→ **EXERCISE BRIEF**
If a line of the data below contains the string "Cross", copy it into your answer.

→ **EXTRACTED ENTRIES**
-- Opening Marker --

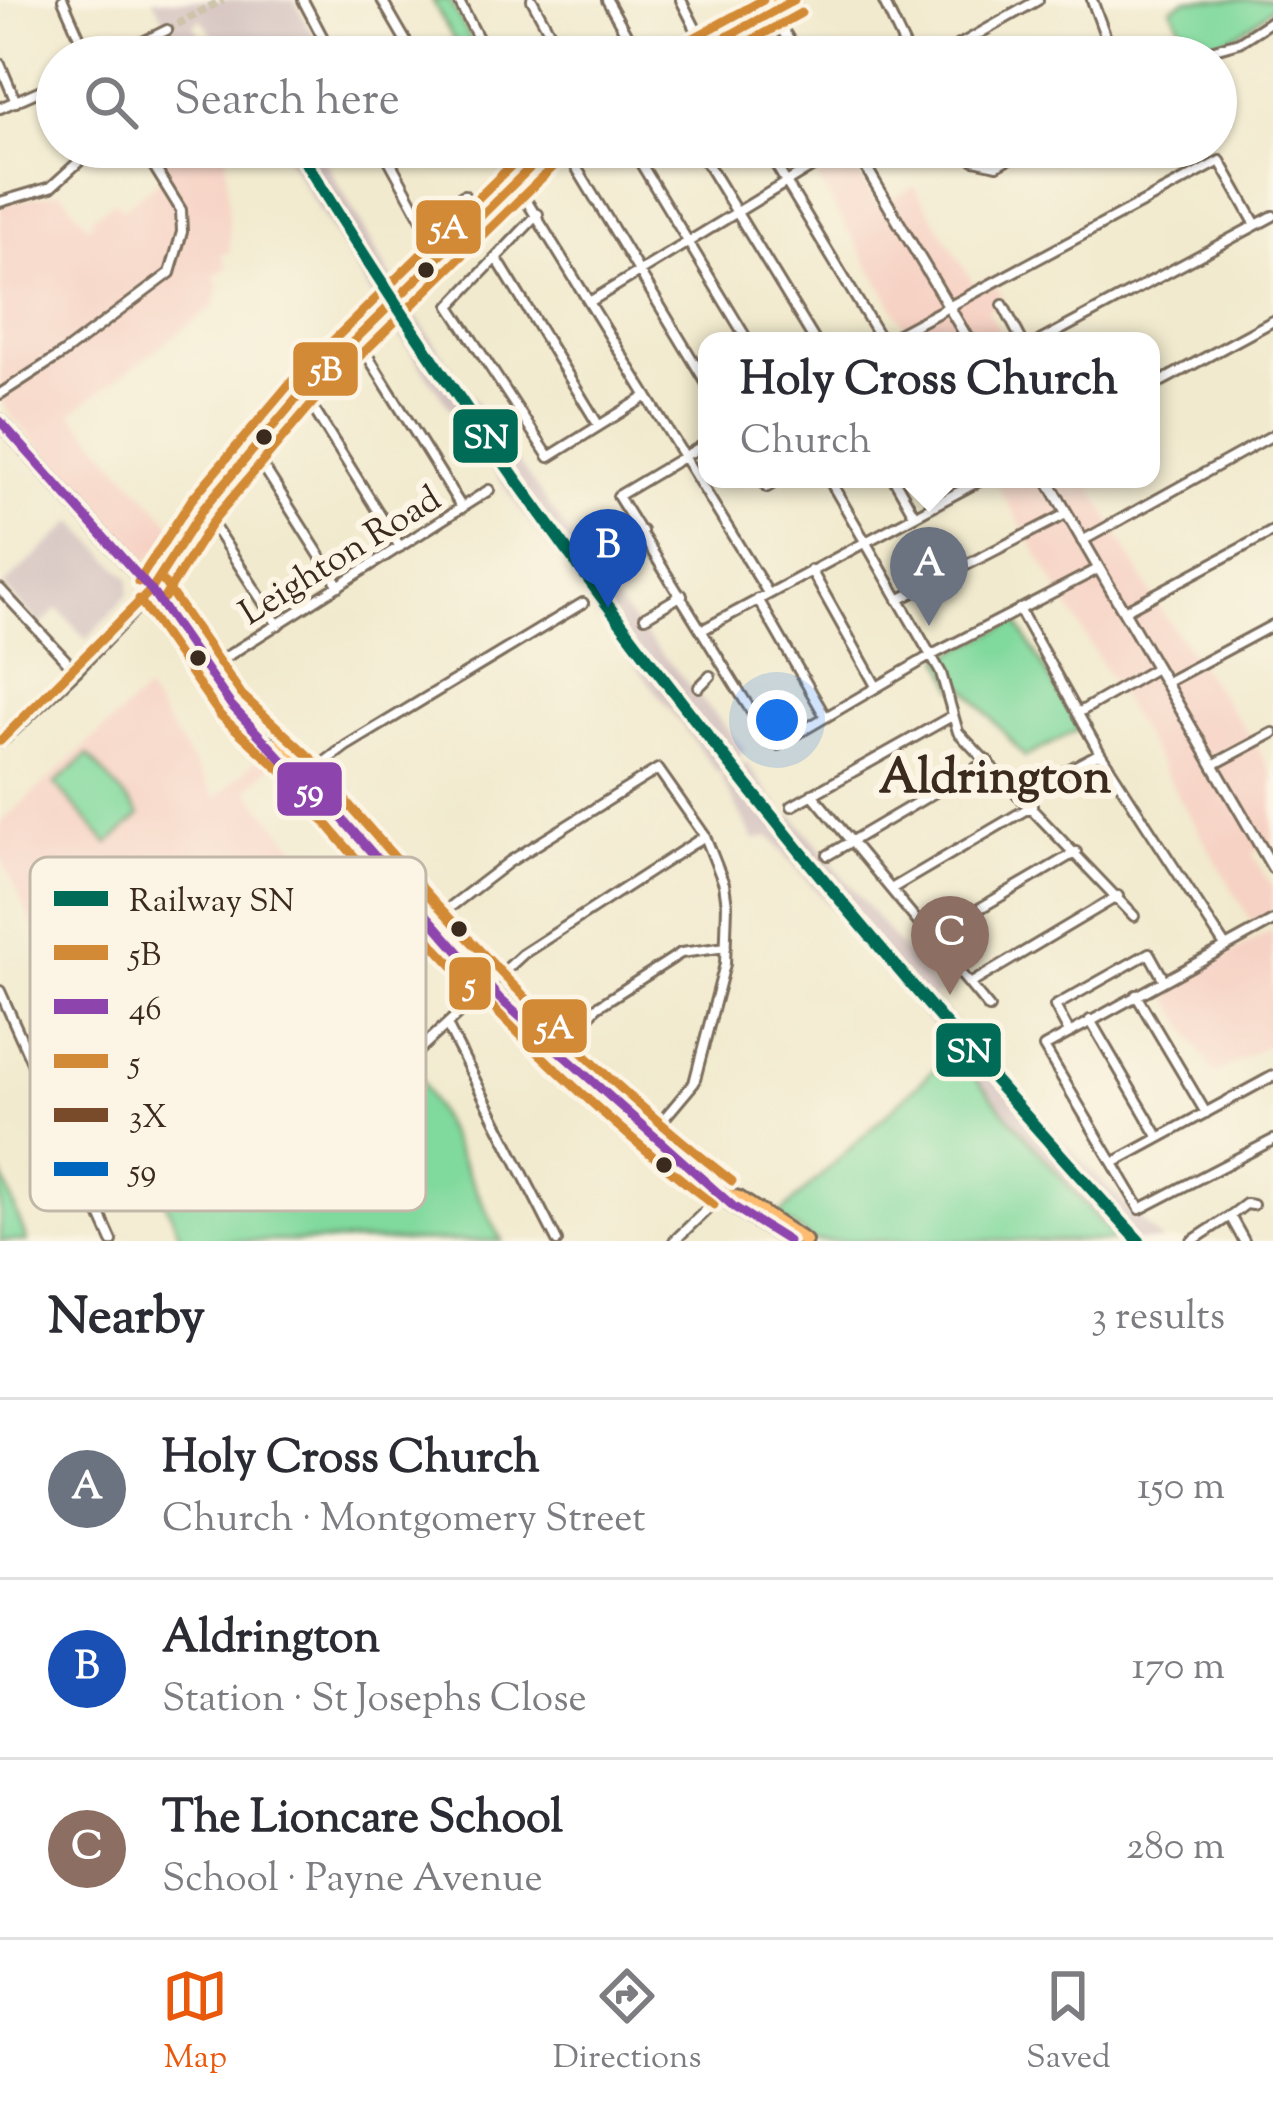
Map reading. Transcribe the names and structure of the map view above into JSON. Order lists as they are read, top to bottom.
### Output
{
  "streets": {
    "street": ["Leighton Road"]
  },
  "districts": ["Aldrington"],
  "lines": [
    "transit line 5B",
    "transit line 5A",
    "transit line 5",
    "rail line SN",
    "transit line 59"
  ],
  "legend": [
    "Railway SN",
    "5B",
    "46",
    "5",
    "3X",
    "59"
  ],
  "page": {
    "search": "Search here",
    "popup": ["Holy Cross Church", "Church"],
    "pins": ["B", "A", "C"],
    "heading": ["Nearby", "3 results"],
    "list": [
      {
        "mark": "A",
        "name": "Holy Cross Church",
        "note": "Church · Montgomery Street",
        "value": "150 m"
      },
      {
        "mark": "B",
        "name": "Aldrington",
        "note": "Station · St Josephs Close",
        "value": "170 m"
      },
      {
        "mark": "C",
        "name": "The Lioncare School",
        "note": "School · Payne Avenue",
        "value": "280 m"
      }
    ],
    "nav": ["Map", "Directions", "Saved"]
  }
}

-- Closing Marker --

→ **SOLUTION FOR THIS TASK**
    "popup": ["Holy Cross Church", "Church"],
        "name": "Holy Cross Church",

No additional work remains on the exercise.